## Data provided
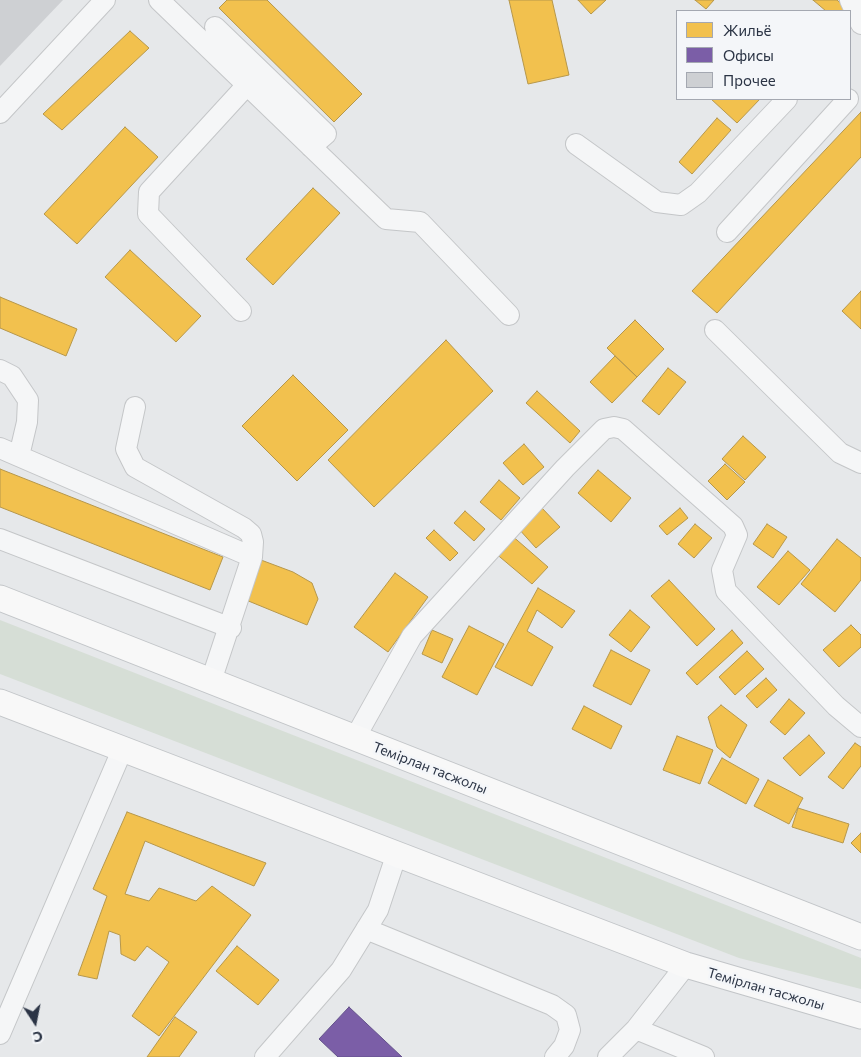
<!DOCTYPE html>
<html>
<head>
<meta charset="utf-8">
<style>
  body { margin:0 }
  #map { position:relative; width:861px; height:1057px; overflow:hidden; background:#e6e8ea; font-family:Commissioner,sans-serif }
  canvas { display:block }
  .legend { position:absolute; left:676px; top:10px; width:175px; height:90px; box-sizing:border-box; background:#f4f6f9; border:1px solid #a4a8b1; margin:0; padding:6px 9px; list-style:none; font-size:15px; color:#2b3445 }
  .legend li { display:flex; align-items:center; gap:10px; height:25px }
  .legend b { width:25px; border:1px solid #a4a8b1 }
  .north { position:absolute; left:10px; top:997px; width:50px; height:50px; -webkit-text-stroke:4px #f4f6f9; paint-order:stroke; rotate:169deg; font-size:14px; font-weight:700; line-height:20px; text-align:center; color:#2b3445 }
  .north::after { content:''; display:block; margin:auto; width:18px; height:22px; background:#2b3445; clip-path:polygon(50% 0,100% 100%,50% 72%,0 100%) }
</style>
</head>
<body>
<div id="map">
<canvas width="861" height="1057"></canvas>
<ul class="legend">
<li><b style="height:14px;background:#f2c14e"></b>Жильё</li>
<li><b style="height:14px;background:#7b5ea7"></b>Офисы</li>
<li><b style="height:14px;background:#ced0d3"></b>Прочее</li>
</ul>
<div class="north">С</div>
</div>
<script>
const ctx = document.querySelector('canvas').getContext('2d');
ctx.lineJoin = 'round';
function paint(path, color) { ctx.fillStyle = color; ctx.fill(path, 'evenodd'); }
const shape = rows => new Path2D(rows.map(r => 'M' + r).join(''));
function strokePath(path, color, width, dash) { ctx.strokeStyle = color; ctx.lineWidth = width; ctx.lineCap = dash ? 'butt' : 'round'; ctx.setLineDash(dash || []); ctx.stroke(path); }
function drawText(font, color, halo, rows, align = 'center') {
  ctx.font = font + ' Commissioner,sans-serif'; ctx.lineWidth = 5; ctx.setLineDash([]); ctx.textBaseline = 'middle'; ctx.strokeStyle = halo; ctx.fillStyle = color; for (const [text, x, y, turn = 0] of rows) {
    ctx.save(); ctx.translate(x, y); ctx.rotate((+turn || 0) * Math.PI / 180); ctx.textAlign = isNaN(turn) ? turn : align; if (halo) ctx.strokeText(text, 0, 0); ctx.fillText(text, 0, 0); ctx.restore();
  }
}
paint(shape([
  [0,620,861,958,861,989,739,958,0,674]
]), '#d6ded6');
const homes = shape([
  [227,0,267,0,362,94,334,122,219,8,227,0],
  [509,0,552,0,569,75,528,84,509,0],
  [578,0,606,0,591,14,578,0],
  [695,0,714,0,706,9,695,0],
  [813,0,837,0,854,15,850,11,826,11,813,0],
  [130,31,149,48,62,130,43,114,130,31],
  [711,99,760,99,737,123,711,99],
  [861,112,861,157,717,313,692,291,861,112],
  [717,118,731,130,692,174,679,162,717,118],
  [125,127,158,157,77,244,44,214,125,127],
  [313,188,340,213,273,285,246,259,313,188],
  [130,250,201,316,176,342,105,277,130,250],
  [861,291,861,329,842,311,861,291],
  [0,297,77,329,66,356,0,328,0,297],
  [635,320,664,349,637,377,607,348,635,320],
  [446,340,493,391,374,507,328,460,446,340],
  [615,356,637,377,612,403,590,382,615,356],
  [668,368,686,382,659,415,642,401,668,368],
  [293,375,348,430,297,481,242,426,293,375],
  [537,391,580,431,570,443,526,403,537,391],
  [743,436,766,457,745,480,722,459,743,436],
  [524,444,544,467,523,485,503,463,524,444],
  [725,464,745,482,727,500,708,481,725,464],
  [0,469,223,557,210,590,0,507,0,469],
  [598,470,631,498,611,522,578,493,598,470],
  [499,480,520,498,501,520,480,502,499,480],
  [541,507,560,527,536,548,518,528,541,507],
  [680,508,688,518,667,535,659,526,680,508],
  [465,511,485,529,474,541,454,523,465,511],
  [695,524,712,538,694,558,678,544,695,524],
  [767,524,787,537,773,558,753,544,767,524],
  [434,530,458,553,450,561,426,538,434,530],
  [510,534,548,567,532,584,494,552,510,534],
  [837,539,861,558,861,580,835,612,801,584,837,539],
  [788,551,810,570,779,605,757,587,788,551],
  [261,560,293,572,312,583,318,599,307,625,246,600,261,560],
  [395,573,428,597,388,652,354,627,395,573],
  [669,580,715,629,697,646,651,596,669,580],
  [538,588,575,611,562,628,537,610,527,631,553,647,532,686,495,667,538,588],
  [630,610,650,627,631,652,609,635,630,610],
  [851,625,861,635,861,647,839,667,823,650,851,625],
  [469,626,504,644,477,695,442,677,469,626],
  [432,630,453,639,442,663,422,654,432,630],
  [732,630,743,643,697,685,686,673,732,630],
  [611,650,650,670,631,705,593,686,611,650],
  [747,651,764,669,735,695,719,677,747,651],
  [766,678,777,690,757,708,746,696,766,678],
  [789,699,805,713,785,735,770,722,789,699],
  [721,705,747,725,730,758,717,747,708,717,721,705],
  [584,706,622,726,611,749,572,729,584,706],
  [809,735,825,753,800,776,783,758,809,735],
  [677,736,713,750,700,784,663,770,677,736],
  [855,743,861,747,861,766,843,789,828,777,855,743],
  [722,758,759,779,746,804,708,783,722,758],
  [768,780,803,798,789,824,754,806,768,780],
  [798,808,849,824,843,843,792,827,798,808],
  [127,812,266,863,254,886,145,841,125,894,149,901,159,888,196,901,212,886,251,915,159,1036,132,1016,169,962,147,946,135,961,121,954,120,935,109,931,97,979,78,975,107,896,93,889,127,812],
  [861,833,861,853,851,843,861,833],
  [237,946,279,980,258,1005,216,971,237,946],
  [175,1017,197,1032,179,1057,147,1057,175,1017]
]);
paint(homes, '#f2c14e');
strokePath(homes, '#b6974b', 1);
const offices = shape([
  [349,1007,402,1057,338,1057,319,1039,349,1007]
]);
paint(offices, '#7b5ea7');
strokePath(offices, '#63518a', 1);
paint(shape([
  [0,0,63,0,0,66]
]), '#ced0d3');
const minor = shape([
  [159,0,386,219,420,222,509,315],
  [850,0,861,24],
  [215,27,326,134,311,147],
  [0,113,105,0],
  [576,144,657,202,681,205,698,193,787,99],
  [727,232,848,99],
  [241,311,148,214,149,192,247,85],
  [715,330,840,453,861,463],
  [0,370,12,376,28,400,27,422,19,456],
  [135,407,126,449,135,467,244,528,251,534,253,542,252,557],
  [0,448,252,557,211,681],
  [0,539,231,628],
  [355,738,412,636,565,468,604,429,614,427,623,429,733,526,737,535,722,570,726,591,836,706,861,727],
  [366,929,552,1005,566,1015,570,1030,564,1046,555,1057],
  [636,1029,704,1057],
  [0,1034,123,748],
  [265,1057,341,970,378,910,397,853],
  [608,1057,636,1029,686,965]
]);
const major = shape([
  [0,598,861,937],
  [0,702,686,965,861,1016]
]);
strokePath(minor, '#c4c6c8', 22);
strokePath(major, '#c2c5c8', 27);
strokePath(minor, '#f5f6f7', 20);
strokePath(major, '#f8f8f8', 25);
drawText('14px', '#2b3445', '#f4f6f9', [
  ["Темірлан тасжолы",430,768,21],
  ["Темірлан тасжолы",766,989,16]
]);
</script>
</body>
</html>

## Activity
Copy out each line from the listing that contains the string "turn".

## Task result
  ctx.font = font + ' Commissioner,sans-serif'; ctx.lineWidth = 5; ctx.setLineDash([]); ctx.textBaseline = 'middle'; ctx.strokeStyle = halo; ctx.fillStyle = color; for (const [text, x, y, turn = 0] of rows) {
    ctx.save(); ctx.translate(x, y); ctx.rotate((+turn || 0) * Math.PI / 180); ctx.textAlign = isNaN(turn) ? turn : align; if (halo) ctx.strokeText(text, 0, 0); ctx.fillText(text, 0, 0); ctx.restore();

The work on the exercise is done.